→ Problem details:
Locate and copy each line in the data that contains the word "lists".

→ Records to use:
________

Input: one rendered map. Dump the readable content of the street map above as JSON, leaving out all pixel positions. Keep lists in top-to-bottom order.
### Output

________

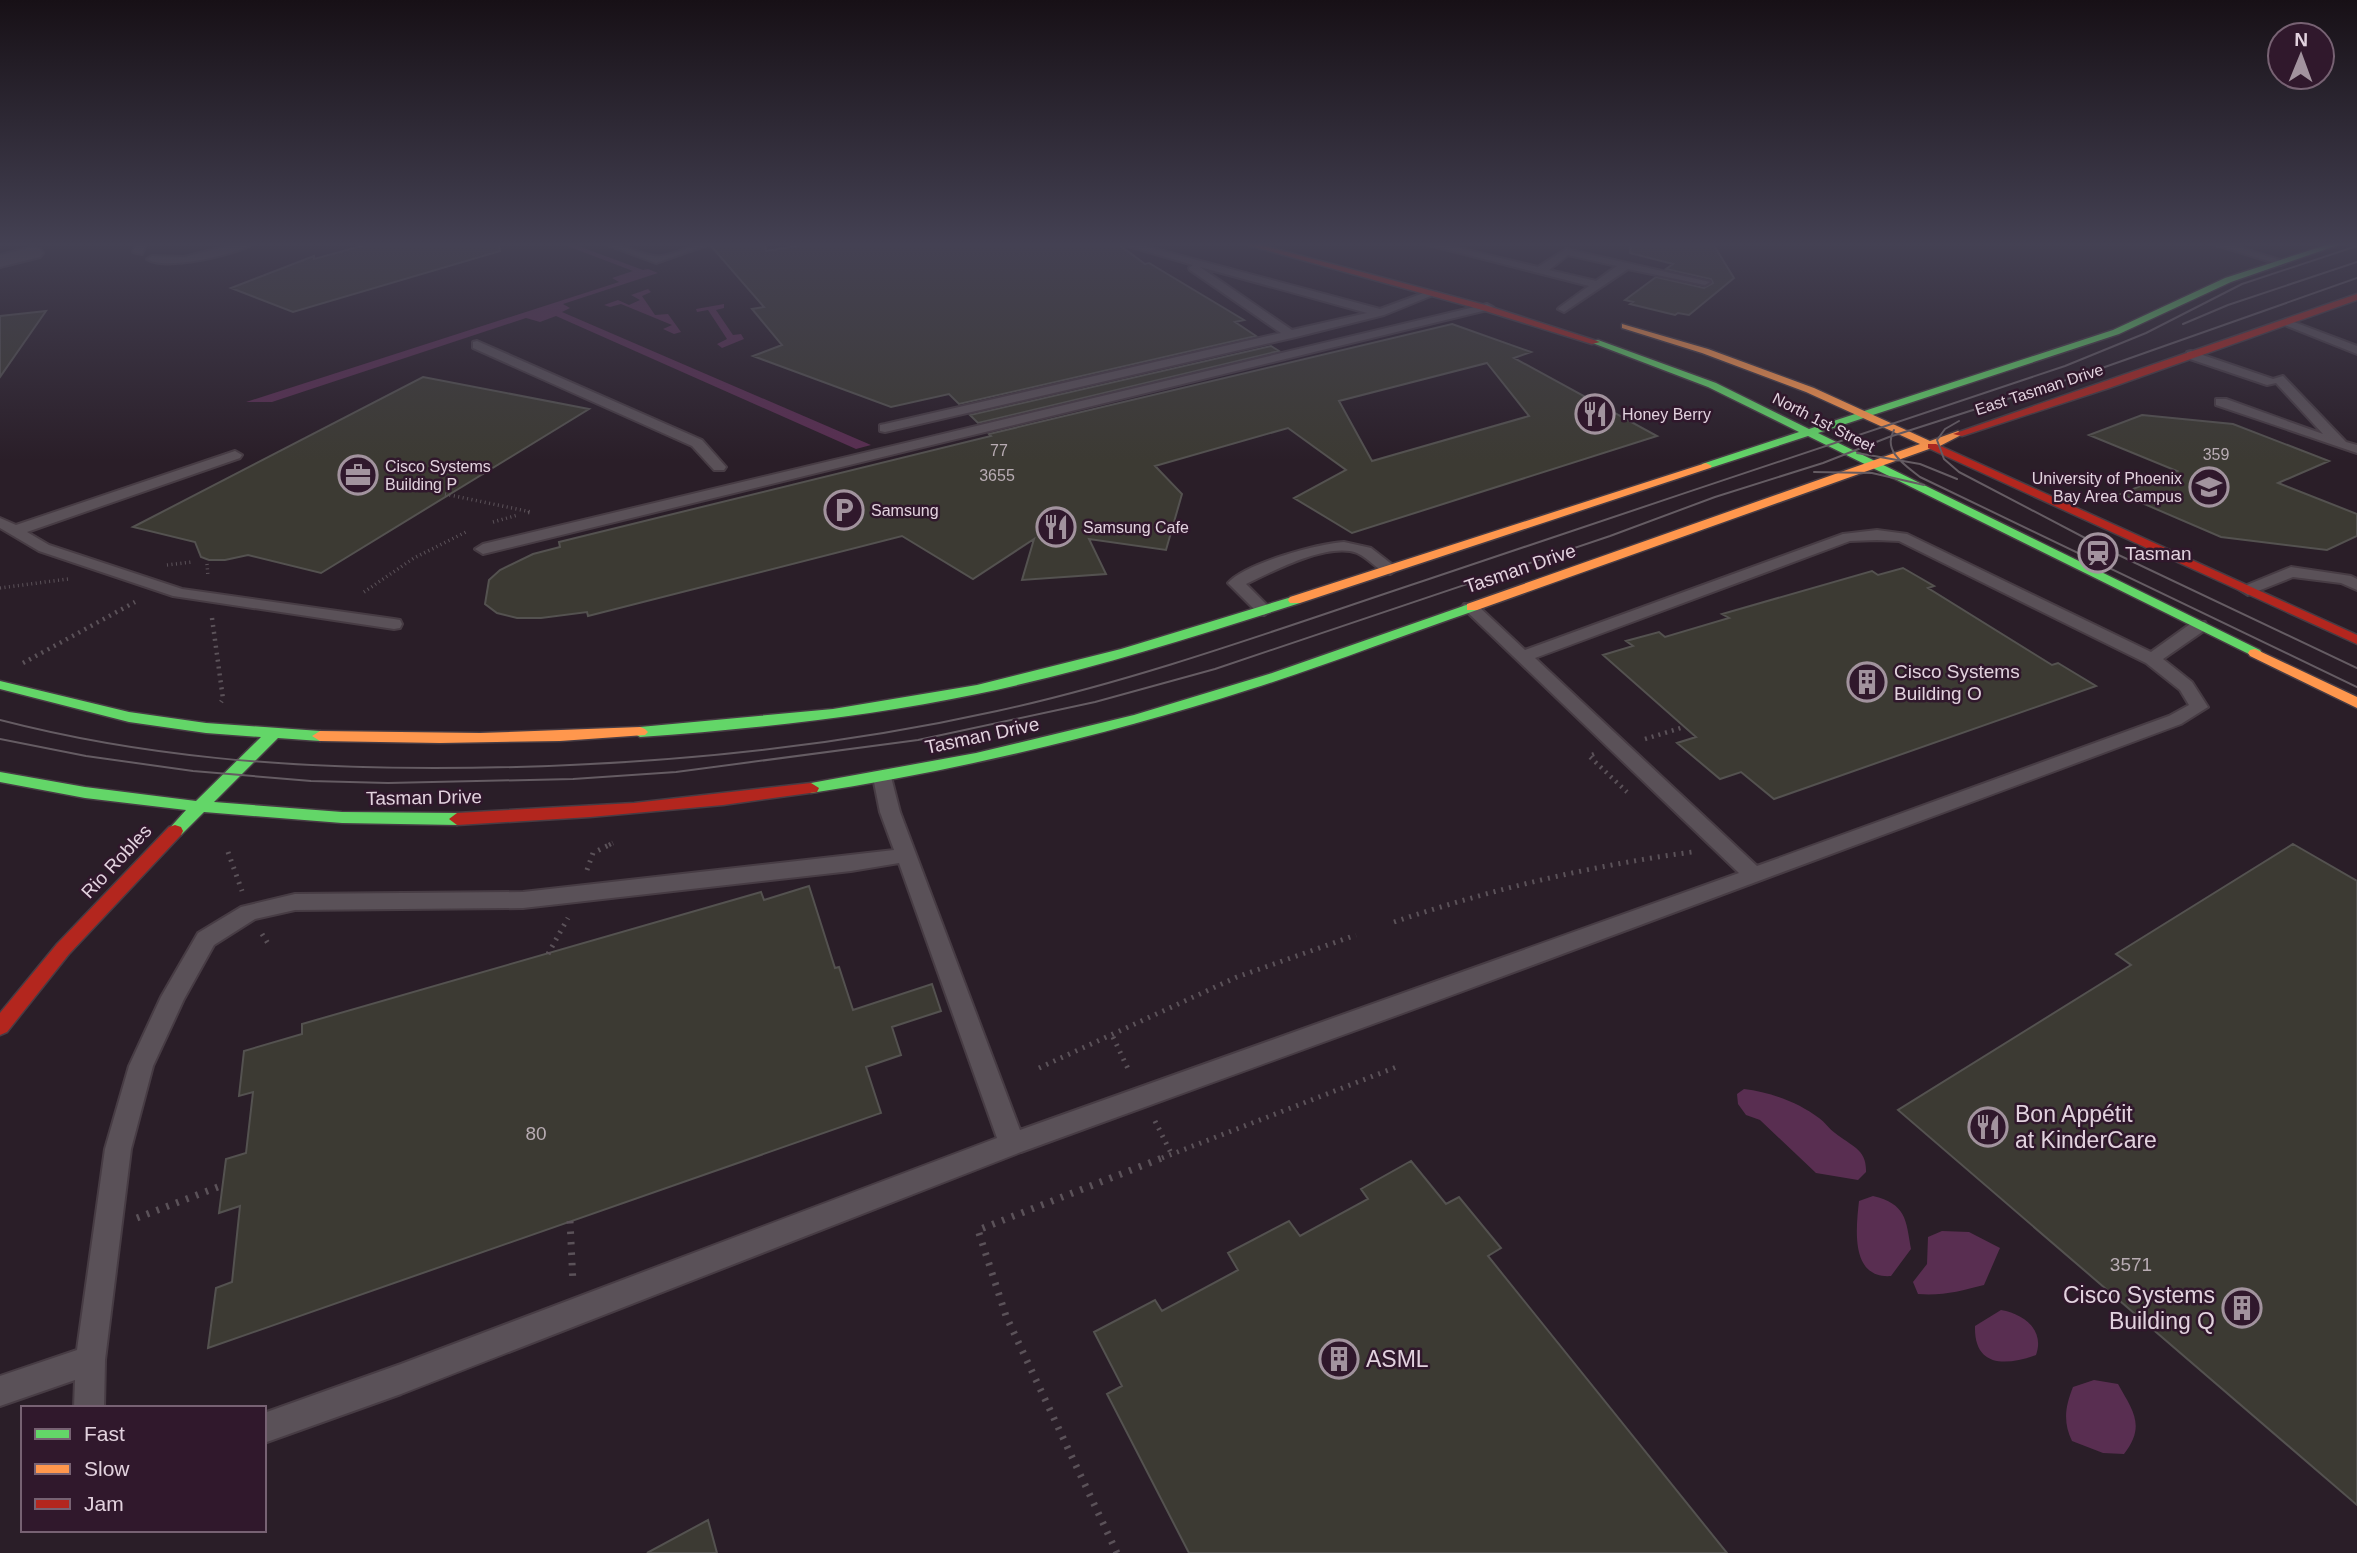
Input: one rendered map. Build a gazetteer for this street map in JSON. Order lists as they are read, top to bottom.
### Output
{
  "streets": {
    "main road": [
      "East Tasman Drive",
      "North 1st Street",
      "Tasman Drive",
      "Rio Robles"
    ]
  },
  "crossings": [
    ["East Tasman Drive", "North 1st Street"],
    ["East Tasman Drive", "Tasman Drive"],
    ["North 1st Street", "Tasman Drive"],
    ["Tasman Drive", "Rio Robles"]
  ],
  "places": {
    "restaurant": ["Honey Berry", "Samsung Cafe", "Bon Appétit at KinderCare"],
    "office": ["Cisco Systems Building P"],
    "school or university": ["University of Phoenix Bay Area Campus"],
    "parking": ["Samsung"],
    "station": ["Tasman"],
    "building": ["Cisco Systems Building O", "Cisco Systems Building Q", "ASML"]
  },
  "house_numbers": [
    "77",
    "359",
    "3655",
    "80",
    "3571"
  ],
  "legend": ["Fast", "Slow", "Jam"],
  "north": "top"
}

________

→ Task solution:
Input: one rendered map. Dump the readable content of the street map above as JSON, leaving out all pixel positions. Keep lists in top-to-bottom order.
Input: one rendered map. Build a gazetteer for this street map in JSON. Order lists as they are read, top to bottom.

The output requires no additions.